Stored data entries:
________

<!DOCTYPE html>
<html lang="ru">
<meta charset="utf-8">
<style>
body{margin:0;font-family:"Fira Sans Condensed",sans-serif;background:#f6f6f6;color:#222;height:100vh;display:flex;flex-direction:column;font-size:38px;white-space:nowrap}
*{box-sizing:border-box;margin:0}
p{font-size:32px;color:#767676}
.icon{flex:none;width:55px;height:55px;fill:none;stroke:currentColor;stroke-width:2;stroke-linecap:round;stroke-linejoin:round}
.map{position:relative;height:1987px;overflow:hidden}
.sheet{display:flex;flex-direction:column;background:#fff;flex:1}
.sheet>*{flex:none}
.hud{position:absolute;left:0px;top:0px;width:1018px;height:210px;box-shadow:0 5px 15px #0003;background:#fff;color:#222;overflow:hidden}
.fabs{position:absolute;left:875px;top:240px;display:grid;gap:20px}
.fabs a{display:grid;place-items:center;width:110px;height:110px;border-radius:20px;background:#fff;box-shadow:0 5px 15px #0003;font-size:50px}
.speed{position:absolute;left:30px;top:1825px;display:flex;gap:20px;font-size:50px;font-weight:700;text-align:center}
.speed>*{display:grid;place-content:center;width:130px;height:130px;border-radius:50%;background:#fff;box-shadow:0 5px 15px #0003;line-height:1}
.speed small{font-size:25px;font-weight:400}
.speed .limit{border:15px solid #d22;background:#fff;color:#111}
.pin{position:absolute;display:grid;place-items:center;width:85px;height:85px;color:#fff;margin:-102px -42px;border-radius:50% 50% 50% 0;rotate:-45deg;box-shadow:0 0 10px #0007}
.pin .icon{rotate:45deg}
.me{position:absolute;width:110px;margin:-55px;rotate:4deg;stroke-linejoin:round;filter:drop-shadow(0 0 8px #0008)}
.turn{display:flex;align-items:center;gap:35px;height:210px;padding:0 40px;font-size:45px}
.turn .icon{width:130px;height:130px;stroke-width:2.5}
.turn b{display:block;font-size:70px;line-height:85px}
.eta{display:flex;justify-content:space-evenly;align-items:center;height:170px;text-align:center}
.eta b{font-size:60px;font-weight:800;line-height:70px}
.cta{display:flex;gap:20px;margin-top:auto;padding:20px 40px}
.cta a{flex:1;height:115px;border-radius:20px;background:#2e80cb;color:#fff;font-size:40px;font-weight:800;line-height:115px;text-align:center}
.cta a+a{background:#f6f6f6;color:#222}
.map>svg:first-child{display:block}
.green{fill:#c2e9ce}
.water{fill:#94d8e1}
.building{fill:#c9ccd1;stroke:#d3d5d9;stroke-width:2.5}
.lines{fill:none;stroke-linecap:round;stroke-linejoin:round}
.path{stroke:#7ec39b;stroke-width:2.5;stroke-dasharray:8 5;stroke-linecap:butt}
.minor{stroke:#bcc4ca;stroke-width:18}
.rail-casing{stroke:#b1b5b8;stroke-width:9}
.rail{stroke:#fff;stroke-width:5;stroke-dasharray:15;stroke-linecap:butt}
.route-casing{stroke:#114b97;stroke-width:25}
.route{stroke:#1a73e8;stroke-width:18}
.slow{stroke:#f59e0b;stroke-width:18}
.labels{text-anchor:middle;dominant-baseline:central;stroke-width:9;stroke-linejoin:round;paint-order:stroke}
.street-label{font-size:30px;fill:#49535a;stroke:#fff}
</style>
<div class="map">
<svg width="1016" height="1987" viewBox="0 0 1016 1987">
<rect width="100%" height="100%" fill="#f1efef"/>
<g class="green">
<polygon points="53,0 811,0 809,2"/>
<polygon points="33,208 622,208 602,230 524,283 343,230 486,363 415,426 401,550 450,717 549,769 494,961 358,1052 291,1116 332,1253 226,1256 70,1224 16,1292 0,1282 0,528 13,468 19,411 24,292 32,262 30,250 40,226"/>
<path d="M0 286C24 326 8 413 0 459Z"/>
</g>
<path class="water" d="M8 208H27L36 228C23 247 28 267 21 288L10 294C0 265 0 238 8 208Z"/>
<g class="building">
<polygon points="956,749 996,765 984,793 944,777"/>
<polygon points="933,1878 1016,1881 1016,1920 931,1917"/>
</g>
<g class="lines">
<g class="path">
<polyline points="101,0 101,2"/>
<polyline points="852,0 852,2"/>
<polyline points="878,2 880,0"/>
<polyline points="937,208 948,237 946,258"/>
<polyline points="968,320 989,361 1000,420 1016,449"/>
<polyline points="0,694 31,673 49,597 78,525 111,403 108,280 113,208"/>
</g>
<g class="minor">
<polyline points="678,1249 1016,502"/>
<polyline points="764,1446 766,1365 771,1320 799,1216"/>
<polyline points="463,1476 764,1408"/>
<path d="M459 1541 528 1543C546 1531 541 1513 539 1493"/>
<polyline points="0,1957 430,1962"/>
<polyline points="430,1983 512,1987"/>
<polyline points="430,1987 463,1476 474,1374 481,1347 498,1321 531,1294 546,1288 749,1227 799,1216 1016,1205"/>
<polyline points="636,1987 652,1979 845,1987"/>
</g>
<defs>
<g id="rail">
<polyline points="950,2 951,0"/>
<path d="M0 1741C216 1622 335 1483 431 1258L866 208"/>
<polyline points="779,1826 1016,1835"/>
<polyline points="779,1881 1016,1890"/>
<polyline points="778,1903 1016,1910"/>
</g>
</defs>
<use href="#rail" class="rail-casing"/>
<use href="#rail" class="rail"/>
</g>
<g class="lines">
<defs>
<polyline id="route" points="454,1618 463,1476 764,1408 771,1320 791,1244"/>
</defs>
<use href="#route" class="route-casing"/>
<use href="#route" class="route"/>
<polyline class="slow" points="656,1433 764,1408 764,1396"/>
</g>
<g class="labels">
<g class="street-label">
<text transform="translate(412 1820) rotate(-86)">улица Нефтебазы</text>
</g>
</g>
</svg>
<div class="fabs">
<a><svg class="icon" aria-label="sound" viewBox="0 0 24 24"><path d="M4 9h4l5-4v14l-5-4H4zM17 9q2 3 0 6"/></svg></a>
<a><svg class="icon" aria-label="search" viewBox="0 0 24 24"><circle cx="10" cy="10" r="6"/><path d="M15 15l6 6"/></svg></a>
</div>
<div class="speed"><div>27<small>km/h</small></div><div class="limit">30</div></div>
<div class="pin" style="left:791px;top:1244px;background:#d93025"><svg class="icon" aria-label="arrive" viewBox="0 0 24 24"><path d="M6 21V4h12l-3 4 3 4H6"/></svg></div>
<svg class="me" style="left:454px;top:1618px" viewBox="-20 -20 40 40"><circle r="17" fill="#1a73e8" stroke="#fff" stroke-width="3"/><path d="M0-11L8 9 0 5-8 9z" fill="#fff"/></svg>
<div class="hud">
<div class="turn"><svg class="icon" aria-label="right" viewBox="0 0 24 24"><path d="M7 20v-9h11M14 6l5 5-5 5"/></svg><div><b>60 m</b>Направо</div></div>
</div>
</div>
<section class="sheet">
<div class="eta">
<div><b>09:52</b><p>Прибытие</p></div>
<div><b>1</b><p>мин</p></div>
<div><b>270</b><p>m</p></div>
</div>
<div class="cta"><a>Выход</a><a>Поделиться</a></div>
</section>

________

*Problem*
Every line in the entries above that has the word "butt" should be identified and copied.

*Answer space*
.path{stroke:#7ec39b;stroke-width:2.5;stroke-dasharray:8 5;stroke-linecap:butt}
.rail{stroke:#fff;stroke-width:5;stroke-dasharray:15;stroke-linecap:butt}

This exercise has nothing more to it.